I’ve been visiting this place, on and off, for 15 years now and saw the zoo in its most difficult and troubled times under the previous owner.

But now, transformed, it has a feel of purpose, of burgeoning and powerful intellect, an outdoor university for students with enthusiastic herds of them all around conducting research. A place of big ideas.

And it is driven by this man, Benjamin Mee, a scientist and journalist, who earlier this year received an honorary PhD from Plymouth University for services to science.

No wonder. What drives him is a fundamental desire to share his understanding of a sometimes complicated subject, to get people to say: “Wow, this is amazing.”

He wasn’t always this academic. But something was triggered deep in the heart of a 17-year-old punk rocker, expelled from a few schools with only 3 ‘O’ levels to his name as he stood one day eyeball to brown eyeball with a tank-trapped cetacean.

“I saw a dolphin and I thought that it was intelligent and that it was empathising in some way,” says Dr Mee. “I remember that that just triggered it and thinking: ‘Why is he so clever?’.”

And that epiphany catapulted him back into education - and science. The hunt for empathy in animals was on. And that’s what really shines out now about this man, and this place: education. It’s a great adventure good not only for visitors and the local community but of titanic benefit to the global community too.

Enchanting to discover too that the man who bought a zoo, who was played by a Hollywood star, who embodies strength in adversity having lived, and loved, and lost, whose back story covers very serious themes indeed is also extremely funny. Proper, laugh out loud funny.

This is someone who has watched from the wings of smoky theatres as stand-up comics honed their trade – and, typically, forensically examined it, dissecting it with a scientist’s eye.

“Humour is a life-long interest of mine,” he admits. “Humour and laughing evolved from an appeasement call from which everything changes. It is a game-changer. The P300/N400 brainwave shows the difference between what you got and what you were expecting.” I am struggling to keep up at this point. He’s so sharp he could slice bacon. I’ll never look at a knock knock joke in the same way again.

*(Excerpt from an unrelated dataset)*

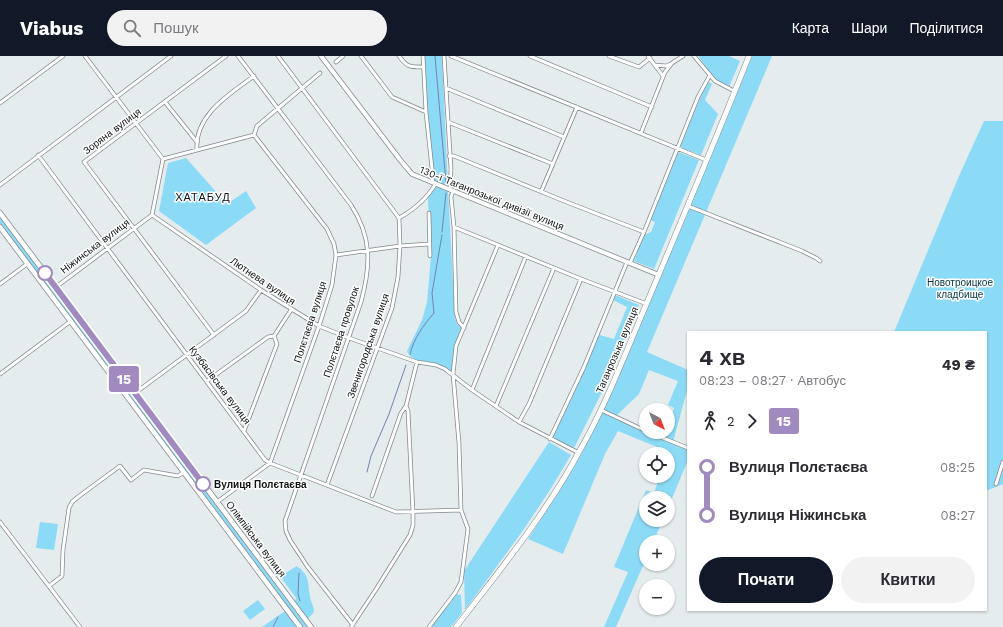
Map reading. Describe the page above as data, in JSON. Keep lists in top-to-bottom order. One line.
{"streets":{"highway":["Таганрозька вулиця"],"main road":["Ніжинська вулиця","Олімпійська вулиця"],"street":["Зоряна вулиця","130-ї Таганрозької дивізії вулиця","Лютнева вулиця","Полєтаєва вулиця","Полєтаєва провулок","Звенигородська вулиця","Кузбасівська вулиця"]},"crossings":[["Зоряна вулиця","Ніжинська вулиця"],["130-ї Таганрозької дивізії вулиця","Таганрозька вулиця"],["Ніжинська вулиця","Лютнева вулиця"],["Ніжинська вулиця","Кузбасівська вулиця"],["Ніжинська вулиця","Олімпійська вулиця"],["Лютнева вулиця","Полєтаєва вулиця"],["Лютнева вулиця","Полєтаєва провулок"],["Лютнева вулиця","Звенигородська вулиця"],["Лютнева вулиця","Таганрозька вулиця"],["Полєтаєва вулиця","Кузбасівська вулиця"],["Полєтаєва провулок","Кузбасівська вулиця"],["Звенигородська вулиця","Кузбасівська вулиця"]],"districts":["ХАТАБУД"],"parks":["Новотроицкое кладбище"],"places":["Вулиця Полєтаєва"],"lines":["bus line 15"],"north":"bottom right","page":{"header":"Viabus","search":"Пошук","nav":["Карта","Шари","Поділитися"],"on_map":"15","heading":["4 хв","08:23 – 08:27 · Автобус","49 ₴"],"legs":["2","15"],"map_buttons":["+","−"],"list":[{"name":"Вулиця Полєтаєва","value":"08:25"},{"name":"Вулиця Ніжинська","value":"08:27"}],"buttons":["Почати","Квитки"]}}
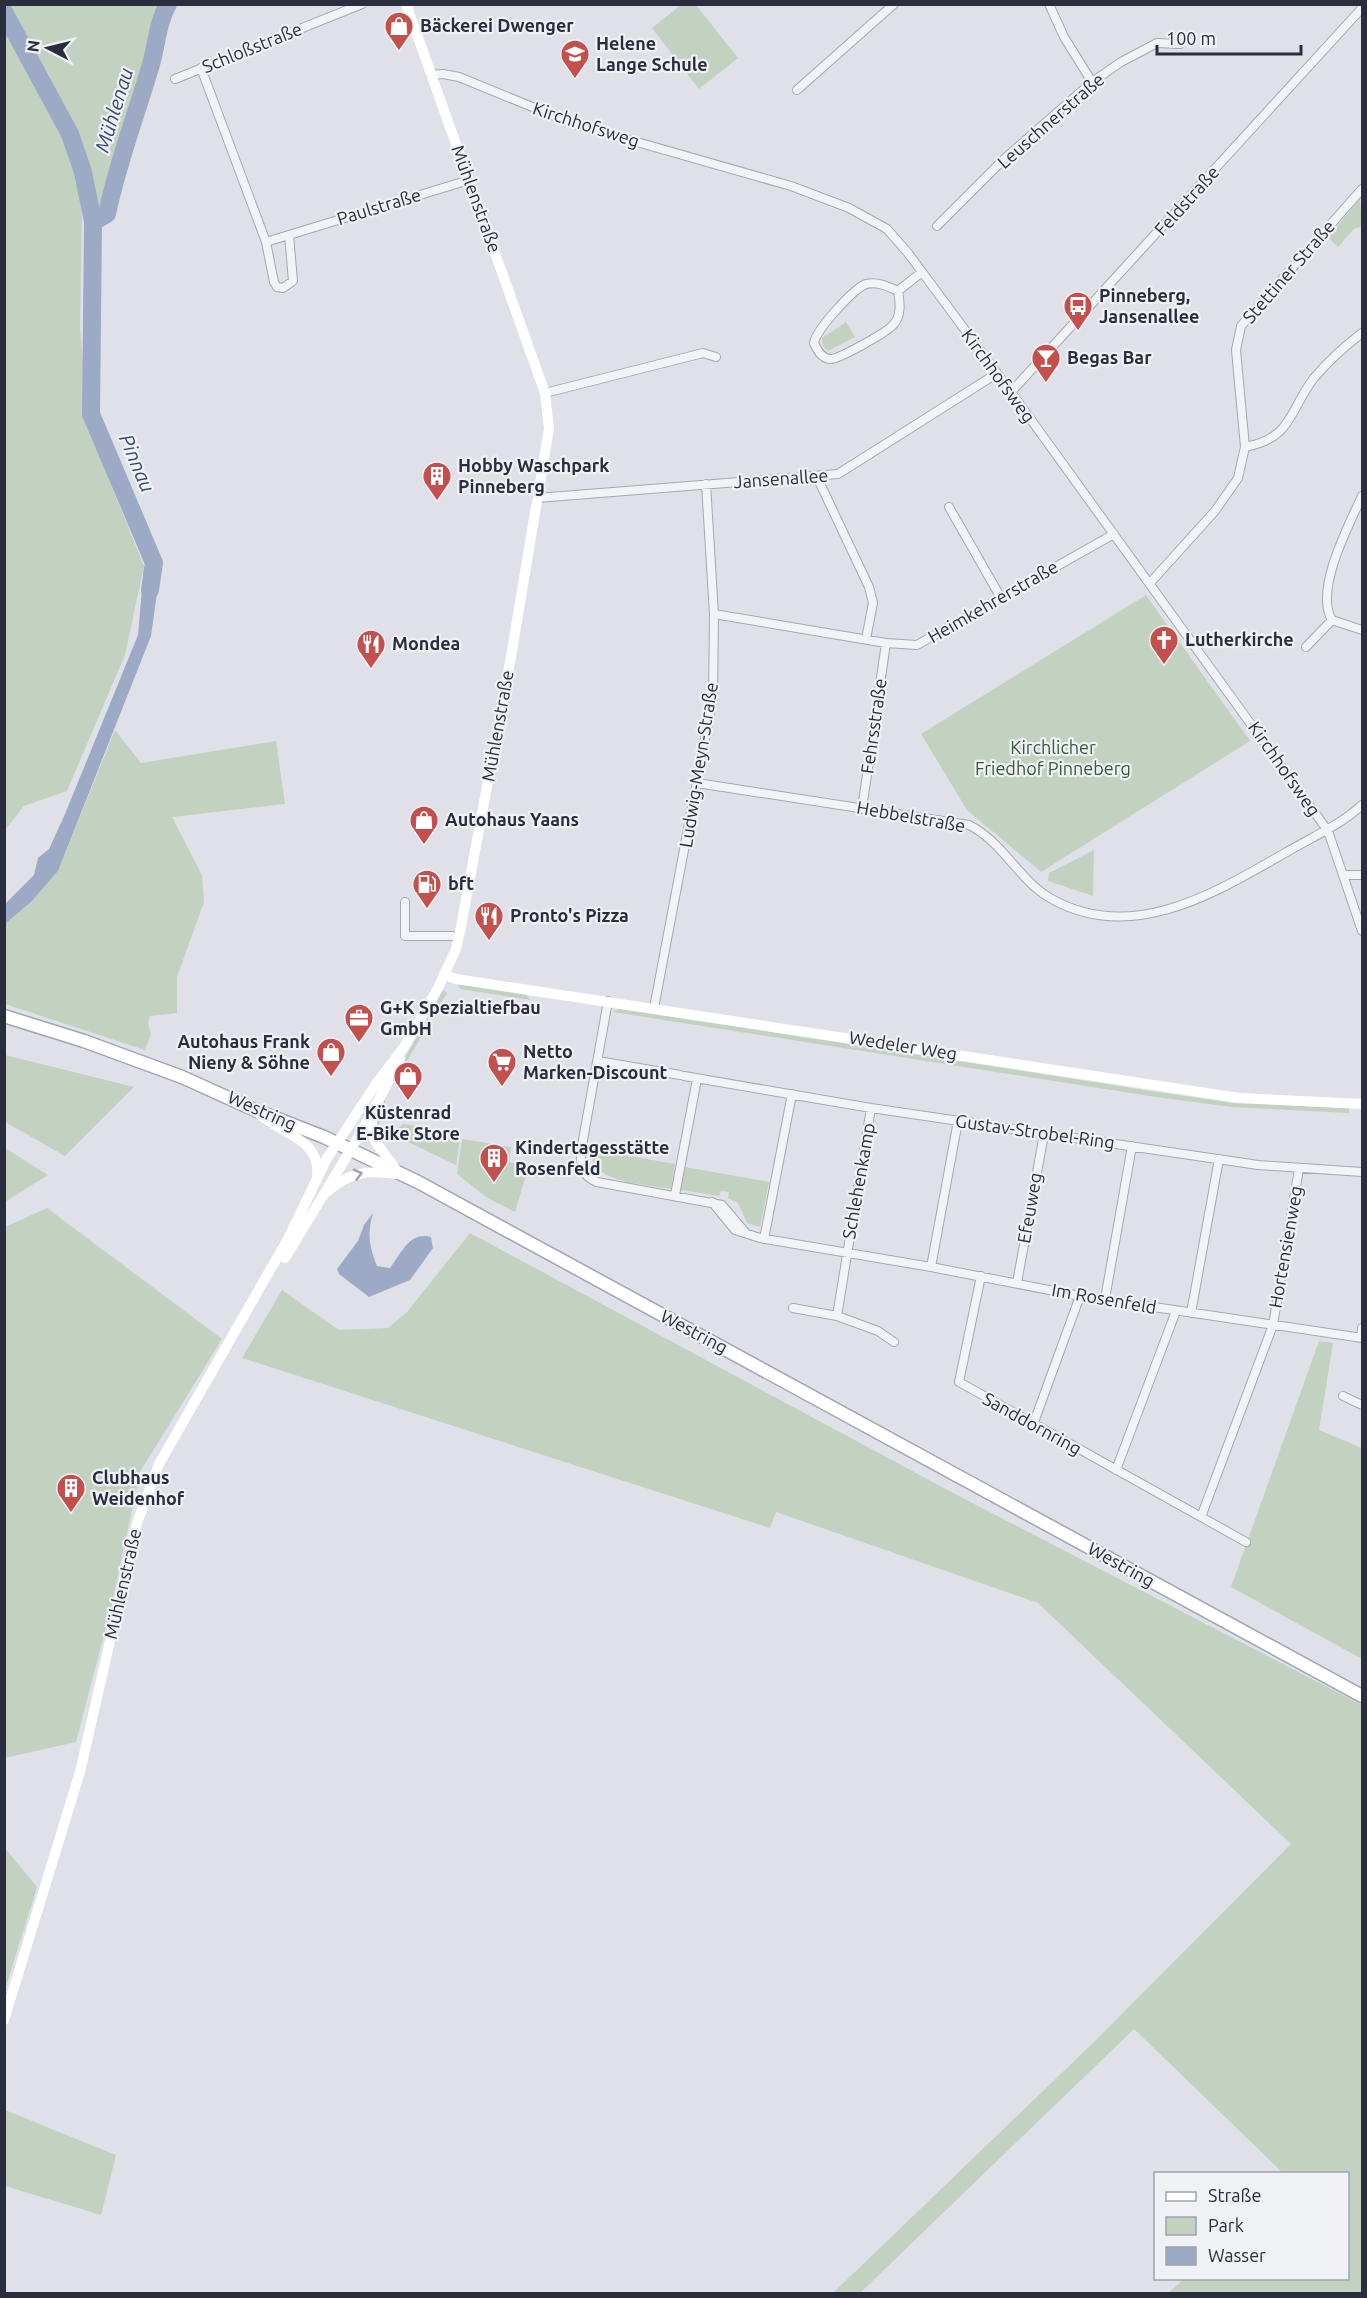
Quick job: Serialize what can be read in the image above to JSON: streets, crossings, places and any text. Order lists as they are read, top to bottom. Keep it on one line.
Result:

But I will look out for his four new books in the pipeline. Particularly the one on dolphin humour. And the one about man being an aquatic ape. I wonder if they could be combined into a Jimmy Carr/Jacques Mayol mash-up but I can’t work out the punchline.

There is too, of course, a follow up to the blockbuster I Bought A Zoo. Will it be a happy resolution for Ben and his two children Milo and Ella? Those who have seen the film want a real life romantic ending of course. Does he find Scarlett Johansson hidden under a granite rock, near Sparkwell? We’ll have to wait and see. But whatever happens there exudes a dynamism and energy from him and his remarkable team that can drive nothing but positive change.

As I leave he shows me some plans for the future of the zoo. There are new enclosures and elephants on the southern slopes. With his drive and ambition I have no doubt it will happen. No joke. And when it does, he’ll definitely be laughing.